(Recorded data)
--

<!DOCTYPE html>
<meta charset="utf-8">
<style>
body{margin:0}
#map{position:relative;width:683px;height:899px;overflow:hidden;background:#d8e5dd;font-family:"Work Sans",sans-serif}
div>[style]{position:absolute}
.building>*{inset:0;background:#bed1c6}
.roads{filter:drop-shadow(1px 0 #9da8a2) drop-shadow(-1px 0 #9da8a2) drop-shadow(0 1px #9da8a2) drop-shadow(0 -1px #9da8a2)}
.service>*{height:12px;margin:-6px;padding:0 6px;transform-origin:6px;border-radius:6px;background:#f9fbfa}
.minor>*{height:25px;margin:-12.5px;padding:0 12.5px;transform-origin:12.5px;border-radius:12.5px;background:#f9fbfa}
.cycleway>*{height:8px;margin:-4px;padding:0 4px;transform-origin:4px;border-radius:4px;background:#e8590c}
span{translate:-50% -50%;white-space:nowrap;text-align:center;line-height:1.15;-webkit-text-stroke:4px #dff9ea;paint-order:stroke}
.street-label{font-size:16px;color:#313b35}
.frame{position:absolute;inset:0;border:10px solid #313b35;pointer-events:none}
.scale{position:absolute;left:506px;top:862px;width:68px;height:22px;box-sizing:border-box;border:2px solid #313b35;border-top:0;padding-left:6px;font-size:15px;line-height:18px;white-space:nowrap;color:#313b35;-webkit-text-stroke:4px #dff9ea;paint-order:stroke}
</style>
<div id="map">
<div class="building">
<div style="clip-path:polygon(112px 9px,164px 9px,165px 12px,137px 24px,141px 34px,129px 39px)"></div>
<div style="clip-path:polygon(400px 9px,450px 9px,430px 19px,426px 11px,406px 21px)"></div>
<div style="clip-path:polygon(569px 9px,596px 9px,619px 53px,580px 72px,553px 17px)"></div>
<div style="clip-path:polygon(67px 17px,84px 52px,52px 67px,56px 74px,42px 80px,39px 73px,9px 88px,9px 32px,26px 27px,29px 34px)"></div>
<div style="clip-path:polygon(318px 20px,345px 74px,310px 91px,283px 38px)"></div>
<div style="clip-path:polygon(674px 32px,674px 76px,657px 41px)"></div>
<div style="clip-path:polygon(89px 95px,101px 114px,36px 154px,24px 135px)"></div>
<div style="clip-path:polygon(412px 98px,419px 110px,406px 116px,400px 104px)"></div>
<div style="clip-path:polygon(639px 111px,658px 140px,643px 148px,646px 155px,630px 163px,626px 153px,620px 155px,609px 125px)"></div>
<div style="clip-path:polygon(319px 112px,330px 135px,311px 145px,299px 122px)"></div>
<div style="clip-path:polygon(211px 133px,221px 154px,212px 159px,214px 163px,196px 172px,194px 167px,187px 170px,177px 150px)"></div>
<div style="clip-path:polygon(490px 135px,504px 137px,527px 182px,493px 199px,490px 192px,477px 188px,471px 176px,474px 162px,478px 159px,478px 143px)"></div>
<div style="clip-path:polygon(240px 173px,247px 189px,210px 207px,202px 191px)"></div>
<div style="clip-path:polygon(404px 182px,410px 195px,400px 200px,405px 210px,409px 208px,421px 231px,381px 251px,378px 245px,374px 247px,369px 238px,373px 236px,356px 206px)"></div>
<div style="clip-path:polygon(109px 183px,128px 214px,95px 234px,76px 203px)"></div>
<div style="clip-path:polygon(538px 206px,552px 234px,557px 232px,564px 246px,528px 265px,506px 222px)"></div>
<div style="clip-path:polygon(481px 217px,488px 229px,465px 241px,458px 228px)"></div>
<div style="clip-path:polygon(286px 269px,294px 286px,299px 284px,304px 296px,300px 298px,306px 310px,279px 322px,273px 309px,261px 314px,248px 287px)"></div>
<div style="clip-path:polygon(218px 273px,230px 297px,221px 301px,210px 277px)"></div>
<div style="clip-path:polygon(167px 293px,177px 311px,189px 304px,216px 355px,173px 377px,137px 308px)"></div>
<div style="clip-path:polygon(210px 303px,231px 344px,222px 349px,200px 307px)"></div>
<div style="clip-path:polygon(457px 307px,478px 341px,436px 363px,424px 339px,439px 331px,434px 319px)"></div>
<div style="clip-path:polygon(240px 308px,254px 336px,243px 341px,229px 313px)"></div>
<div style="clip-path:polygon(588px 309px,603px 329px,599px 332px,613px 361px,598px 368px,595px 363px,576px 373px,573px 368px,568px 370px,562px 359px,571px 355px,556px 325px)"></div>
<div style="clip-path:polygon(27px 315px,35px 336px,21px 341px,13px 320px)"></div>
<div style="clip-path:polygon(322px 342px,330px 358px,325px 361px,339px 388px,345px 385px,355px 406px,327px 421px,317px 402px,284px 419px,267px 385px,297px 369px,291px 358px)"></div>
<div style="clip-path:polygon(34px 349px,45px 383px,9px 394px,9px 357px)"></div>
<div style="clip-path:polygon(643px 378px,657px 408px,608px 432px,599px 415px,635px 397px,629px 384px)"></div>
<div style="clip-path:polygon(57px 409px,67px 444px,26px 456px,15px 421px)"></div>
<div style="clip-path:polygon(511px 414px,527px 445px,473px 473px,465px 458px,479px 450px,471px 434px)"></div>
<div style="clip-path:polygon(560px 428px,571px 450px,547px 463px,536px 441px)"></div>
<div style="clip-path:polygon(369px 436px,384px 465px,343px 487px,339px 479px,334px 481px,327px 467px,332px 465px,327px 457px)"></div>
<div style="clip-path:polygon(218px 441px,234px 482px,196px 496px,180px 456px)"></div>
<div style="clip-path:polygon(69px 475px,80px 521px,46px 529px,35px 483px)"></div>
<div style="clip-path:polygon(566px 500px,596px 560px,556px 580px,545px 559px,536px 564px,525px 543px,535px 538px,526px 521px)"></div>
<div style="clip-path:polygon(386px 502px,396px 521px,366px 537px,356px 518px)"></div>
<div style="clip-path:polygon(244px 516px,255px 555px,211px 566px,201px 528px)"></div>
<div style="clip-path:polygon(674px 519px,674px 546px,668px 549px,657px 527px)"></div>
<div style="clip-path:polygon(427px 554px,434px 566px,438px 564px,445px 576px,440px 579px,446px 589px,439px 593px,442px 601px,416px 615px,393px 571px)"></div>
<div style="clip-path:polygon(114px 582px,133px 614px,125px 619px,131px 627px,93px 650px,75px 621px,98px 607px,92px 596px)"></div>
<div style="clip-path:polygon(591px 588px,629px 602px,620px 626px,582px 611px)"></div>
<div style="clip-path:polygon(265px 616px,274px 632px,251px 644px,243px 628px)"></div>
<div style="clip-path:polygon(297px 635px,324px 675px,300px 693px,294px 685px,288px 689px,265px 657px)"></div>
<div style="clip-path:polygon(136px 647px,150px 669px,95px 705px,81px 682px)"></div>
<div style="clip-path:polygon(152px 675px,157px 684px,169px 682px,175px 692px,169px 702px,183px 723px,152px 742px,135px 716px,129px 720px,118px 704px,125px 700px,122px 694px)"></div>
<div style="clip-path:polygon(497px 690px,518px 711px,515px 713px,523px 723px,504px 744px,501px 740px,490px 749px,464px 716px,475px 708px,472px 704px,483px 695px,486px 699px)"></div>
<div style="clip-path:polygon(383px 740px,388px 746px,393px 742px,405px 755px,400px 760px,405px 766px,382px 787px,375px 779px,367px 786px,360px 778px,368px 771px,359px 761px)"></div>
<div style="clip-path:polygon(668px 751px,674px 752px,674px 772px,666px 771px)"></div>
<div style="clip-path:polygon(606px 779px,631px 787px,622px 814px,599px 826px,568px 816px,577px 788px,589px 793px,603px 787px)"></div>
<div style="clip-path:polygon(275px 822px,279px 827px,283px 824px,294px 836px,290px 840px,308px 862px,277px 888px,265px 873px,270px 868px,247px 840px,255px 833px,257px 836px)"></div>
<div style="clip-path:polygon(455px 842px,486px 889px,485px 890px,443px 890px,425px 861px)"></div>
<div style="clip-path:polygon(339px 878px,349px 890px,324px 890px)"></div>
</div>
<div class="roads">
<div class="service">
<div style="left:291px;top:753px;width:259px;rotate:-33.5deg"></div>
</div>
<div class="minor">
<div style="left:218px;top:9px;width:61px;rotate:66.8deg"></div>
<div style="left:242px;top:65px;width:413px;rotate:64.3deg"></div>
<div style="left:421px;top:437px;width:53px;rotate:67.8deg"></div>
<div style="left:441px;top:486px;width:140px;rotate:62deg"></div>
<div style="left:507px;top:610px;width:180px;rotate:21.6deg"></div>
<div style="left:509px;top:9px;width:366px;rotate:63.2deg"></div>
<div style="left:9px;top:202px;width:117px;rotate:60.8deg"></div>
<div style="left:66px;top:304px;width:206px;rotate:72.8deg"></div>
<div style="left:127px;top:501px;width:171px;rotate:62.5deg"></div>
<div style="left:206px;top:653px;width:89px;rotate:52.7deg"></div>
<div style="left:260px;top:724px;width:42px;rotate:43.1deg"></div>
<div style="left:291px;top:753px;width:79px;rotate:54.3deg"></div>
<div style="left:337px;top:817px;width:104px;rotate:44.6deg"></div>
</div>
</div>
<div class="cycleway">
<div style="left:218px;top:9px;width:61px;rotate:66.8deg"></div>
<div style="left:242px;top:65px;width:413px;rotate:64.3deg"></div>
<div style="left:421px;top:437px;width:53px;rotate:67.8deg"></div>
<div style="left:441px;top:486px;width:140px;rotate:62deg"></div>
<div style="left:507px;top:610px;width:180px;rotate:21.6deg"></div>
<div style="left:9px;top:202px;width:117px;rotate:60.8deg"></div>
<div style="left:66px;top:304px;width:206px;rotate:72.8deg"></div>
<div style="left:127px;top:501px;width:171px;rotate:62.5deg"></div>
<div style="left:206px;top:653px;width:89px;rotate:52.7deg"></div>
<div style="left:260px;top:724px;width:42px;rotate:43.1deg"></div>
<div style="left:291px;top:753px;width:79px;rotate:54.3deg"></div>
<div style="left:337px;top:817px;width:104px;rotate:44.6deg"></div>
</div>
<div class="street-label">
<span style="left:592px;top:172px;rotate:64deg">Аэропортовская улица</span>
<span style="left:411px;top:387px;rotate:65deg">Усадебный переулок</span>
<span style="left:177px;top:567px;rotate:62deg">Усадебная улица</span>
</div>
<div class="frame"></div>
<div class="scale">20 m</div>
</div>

--

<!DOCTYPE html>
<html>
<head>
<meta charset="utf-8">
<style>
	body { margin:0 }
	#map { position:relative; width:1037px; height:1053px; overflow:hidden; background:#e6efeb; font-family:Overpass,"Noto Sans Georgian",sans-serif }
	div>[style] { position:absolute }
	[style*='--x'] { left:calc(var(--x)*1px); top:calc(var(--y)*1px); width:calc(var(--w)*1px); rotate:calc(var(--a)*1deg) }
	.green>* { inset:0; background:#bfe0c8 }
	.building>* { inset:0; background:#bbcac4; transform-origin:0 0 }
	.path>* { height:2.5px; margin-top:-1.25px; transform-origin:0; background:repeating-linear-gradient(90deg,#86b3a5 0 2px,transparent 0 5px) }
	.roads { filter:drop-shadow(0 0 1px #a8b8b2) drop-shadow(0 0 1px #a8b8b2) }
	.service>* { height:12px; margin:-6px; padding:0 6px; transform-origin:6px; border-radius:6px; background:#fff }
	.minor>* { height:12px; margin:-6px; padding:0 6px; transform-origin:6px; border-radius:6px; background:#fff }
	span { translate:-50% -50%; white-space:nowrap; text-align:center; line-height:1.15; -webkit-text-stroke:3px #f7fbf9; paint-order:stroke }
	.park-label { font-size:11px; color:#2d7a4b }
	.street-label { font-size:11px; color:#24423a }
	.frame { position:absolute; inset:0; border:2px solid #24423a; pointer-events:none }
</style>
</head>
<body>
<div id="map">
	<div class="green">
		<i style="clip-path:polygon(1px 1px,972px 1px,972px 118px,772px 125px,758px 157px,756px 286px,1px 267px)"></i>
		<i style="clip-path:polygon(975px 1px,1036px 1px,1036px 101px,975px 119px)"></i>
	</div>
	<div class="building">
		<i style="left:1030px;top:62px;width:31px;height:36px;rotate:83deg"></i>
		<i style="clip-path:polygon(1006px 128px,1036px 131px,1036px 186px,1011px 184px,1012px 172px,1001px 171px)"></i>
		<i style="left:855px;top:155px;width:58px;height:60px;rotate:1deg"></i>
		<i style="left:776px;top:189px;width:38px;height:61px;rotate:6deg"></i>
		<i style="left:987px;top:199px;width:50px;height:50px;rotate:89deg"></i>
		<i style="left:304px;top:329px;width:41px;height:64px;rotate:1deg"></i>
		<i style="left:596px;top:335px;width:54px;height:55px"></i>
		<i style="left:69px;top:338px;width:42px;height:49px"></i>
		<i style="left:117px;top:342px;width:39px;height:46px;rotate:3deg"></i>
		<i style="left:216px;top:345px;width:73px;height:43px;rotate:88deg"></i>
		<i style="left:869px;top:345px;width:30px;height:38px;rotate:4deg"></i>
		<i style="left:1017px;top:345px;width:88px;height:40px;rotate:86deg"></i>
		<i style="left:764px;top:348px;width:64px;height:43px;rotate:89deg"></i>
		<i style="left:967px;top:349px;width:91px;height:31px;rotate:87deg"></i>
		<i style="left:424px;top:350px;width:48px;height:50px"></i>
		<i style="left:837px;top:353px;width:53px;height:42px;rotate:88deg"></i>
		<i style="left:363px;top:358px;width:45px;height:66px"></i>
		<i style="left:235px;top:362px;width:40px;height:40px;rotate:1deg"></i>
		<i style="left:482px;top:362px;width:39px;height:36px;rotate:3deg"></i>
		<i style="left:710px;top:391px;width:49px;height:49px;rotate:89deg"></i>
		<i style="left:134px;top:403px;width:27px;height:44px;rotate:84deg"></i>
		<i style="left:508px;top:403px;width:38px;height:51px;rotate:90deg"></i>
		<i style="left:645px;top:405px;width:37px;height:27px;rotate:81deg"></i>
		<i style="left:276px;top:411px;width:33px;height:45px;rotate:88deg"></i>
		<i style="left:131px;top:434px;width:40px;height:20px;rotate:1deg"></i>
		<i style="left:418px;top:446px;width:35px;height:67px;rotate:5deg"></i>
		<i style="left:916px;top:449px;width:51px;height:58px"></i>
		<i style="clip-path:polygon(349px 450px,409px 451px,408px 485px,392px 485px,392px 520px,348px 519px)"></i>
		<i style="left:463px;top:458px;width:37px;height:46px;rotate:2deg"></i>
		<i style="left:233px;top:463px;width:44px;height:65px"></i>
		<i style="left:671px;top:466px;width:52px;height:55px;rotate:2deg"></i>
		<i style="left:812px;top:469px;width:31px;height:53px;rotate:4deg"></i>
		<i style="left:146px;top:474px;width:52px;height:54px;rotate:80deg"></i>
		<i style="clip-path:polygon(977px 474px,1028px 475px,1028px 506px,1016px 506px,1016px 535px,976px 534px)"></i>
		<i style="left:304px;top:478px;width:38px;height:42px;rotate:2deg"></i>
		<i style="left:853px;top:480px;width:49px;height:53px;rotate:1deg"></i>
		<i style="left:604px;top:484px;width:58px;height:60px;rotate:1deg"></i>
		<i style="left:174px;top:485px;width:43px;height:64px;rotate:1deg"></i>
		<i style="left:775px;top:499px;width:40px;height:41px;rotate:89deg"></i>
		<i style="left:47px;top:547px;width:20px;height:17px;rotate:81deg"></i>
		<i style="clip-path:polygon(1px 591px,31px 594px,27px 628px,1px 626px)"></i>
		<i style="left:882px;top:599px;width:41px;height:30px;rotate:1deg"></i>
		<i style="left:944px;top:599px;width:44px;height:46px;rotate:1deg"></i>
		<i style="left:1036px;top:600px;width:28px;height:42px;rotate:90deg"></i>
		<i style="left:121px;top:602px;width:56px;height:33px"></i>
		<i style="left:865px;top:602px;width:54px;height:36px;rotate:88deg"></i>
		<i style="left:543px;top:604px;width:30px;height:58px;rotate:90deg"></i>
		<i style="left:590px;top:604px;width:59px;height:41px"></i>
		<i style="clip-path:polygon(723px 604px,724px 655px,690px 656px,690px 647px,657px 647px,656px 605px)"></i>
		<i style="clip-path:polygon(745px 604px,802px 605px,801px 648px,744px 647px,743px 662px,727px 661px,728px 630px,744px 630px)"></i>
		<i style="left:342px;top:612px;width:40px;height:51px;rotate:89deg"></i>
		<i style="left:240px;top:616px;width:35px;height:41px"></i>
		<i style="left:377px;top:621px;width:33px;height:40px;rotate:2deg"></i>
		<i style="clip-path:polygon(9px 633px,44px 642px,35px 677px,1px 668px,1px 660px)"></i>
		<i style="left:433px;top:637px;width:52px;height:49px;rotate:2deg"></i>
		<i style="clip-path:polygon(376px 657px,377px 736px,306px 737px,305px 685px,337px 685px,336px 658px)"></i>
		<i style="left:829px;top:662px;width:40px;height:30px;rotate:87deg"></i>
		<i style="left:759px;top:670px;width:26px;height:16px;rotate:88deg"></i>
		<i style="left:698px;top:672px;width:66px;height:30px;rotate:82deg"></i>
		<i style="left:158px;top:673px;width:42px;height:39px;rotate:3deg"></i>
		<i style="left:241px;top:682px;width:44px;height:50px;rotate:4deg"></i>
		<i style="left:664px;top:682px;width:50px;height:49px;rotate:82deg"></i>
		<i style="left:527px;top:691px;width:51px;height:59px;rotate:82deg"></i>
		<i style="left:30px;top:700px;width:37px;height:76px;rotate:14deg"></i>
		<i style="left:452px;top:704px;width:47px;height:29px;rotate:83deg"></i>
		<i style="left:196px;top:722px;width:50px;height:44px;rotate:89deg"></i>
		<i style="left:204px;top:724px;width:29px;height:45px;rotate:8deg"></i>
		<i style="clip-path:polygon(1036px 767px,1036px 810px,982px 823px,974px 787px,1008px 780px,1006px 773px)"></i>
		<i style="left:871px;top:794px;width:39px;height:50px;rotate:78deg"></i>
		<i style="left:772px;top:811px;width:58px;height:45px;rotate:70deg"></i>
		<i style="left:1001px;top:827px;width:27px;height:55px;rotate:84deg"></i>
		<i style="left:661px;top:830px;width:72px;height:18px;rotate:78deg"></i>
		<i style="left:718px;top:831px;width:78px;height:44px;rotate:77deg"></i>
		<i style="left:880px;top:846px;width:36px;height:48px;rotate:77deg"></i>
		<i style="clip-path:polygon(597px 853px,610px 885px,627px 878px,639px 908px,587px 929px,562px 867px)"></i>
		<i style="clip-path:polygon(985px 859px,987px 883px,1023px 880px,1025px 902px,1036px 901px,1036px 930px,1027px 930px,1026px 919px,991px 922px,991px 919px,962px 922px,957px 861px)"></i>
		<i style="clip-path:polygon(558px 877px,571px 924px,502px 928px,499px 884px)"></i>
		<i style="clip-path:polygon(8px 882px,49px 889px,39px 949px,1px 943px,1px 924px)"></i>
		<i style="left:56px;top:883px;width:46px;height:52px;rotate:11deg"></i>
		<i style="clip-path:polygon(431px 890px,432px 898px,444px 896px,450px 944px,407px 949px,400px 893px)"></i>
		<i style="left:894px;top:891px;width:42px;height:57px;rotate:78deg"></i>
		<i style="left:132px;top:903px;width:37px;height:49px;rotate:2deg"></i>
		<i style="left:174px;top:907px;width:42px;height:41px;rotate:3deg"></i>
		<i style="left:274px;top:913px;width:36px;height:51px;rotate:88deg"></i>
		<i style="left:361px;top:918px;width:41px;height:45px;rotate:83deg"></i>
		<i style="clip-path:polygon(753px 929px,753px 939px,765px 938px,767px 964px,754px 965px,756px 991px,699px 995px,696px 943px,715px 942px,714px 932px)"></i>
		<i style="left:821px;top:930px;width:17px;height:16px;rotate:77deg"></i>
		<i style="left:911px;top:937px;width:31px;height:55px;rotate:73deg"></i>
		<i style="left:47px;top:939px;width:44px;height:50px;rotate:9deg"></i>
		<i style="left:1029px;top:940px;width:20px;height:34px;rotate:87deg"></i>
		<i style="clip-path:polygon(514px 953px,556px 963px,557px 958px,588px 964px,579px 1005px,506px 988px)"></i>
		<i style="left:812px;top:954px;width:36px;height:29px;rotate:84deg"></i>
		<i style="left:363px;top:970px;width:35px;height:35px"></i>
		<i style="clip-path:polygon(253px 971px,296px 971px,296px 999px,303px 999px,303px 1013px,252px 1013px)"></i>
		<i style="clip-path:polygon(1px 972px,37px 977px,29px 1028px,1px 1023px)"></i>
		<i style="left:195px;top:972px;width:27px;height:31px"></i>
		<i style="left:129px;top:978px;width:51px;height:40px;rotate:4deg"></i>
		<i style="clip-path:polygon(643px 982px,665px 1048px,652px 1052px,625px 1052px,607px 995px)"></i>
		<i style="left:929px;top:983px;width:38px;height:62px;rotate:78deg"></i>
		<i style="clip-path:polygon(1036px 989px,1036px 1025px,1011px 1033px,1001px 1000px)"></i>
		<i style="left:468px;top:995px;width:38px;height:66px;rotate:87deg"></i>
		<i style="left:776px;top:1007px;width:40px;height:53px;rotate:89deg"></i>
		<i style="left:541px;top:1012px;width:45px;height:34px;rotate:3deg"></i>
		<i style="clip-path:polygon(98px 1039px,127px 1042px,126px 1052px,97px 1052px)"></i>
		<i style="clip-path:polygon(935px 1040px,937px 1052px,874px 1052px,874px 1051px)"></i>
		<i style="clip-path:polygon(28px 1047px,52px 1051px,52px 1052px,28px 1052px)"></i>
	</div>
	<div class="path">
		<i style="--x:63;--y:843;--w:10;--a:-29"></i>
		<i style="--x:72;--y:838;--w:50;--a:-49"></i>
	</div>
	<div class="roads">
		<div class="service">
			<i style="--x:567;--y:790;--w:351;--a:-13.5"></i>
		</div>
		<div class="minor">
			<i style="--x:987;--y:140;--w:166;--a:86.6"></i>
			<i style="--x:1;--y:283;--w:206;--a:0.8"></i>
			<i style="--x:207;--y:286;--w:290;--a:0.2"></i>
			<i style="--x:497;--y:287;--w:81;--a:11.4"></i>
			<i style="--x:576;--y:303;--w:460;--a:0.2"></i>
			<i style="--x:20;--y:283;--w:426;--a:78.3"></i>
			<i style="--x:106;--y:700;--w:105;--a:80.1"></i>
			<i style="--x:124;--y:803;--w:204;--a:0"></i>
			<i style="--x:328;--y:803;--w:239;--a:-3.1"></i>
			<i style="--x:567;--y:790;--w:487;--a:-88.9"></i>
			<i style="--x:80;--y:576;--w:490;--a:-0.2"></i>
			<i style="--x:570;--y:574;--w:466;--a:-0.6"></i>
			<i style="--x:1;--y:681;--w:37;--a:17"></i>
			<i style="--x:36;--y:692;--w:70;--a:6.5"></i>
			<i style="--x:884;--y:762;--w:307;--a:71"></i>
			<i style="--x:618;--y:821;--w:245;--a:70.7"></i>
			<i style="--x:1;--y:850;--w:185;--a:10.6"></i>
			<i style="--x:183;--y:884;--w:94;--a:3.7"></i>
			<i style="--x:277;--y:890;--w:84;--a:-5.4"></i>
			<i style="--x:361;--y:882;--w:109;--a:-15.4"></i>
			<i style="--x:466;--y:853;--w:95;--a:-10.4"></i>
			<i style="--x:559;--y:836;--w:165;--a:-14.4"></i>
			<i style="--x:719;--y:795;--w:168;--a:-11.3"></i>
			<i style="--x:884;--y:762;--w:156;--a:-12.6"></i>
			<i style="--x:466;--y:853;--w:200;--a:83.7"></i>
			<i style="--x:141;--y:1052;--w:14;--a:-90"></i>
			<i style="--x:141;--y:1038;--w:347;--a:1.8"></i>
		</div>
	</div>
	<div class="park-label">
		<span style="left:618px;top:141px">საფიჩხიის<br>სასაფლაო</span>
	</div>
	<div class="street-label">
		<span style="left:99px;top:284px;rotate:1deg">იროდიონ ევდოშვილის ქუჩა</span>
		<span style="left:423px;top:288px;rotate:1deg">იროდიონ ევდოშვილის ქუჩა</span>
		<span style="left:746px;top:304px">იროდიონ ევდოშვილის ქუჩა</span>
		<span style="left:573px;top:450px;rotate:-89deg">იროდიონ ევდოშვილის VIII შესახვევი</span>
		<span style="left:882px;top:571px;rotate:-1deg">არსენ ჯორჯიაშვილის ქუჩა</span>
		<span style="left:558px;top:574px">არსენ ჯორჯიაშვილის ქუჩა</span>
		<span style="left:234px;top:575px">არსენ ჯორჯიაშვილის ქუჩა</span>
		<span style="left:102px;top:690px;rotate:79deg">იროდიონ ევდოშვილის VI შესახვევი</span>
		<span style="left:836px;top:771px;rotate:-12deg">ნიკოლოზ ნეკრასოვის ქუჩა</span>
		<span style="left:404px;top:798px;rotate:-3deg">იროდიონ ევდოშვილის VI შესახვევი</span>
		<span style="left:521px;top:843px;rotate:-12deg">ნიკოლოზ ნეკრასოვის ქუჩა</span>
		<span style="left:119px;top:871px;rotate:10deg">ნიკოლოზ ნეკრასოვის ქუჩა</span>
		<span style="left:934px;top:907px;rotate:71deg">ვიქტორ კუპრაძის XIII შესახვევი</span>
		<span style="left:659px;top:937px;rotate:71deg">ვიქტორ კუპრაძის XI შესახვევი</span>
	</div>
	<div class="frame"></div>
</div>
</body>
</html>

--

**Task to carry out:** Wherever the word "შესახვევი" turns up in the records above, copy the line that holds it.

**Response below:**
		<span style="left:573px;top:450px;rotate:-89deg">იროდიონ ევდოშვილის VIII შესახვევი</span>
		<span style="left:102px;top:690px;rotate:79deg">იროდიონ ევდოშვილის VI შესახვევი</span>
		<span style="left:404px;top:798px;rotate:-3deg">იროდიონ ევდოშვილის VI შესახვევი</span>
		<span style="left:934px;top:907px;rotate:71deg">ვიქტორ კუპრაძის XIII შესახვევი</span>
		<span style="left:659px;top:937px;rotate:71deg">ვიქტორ კუპრაძის XI შესახვევი</span>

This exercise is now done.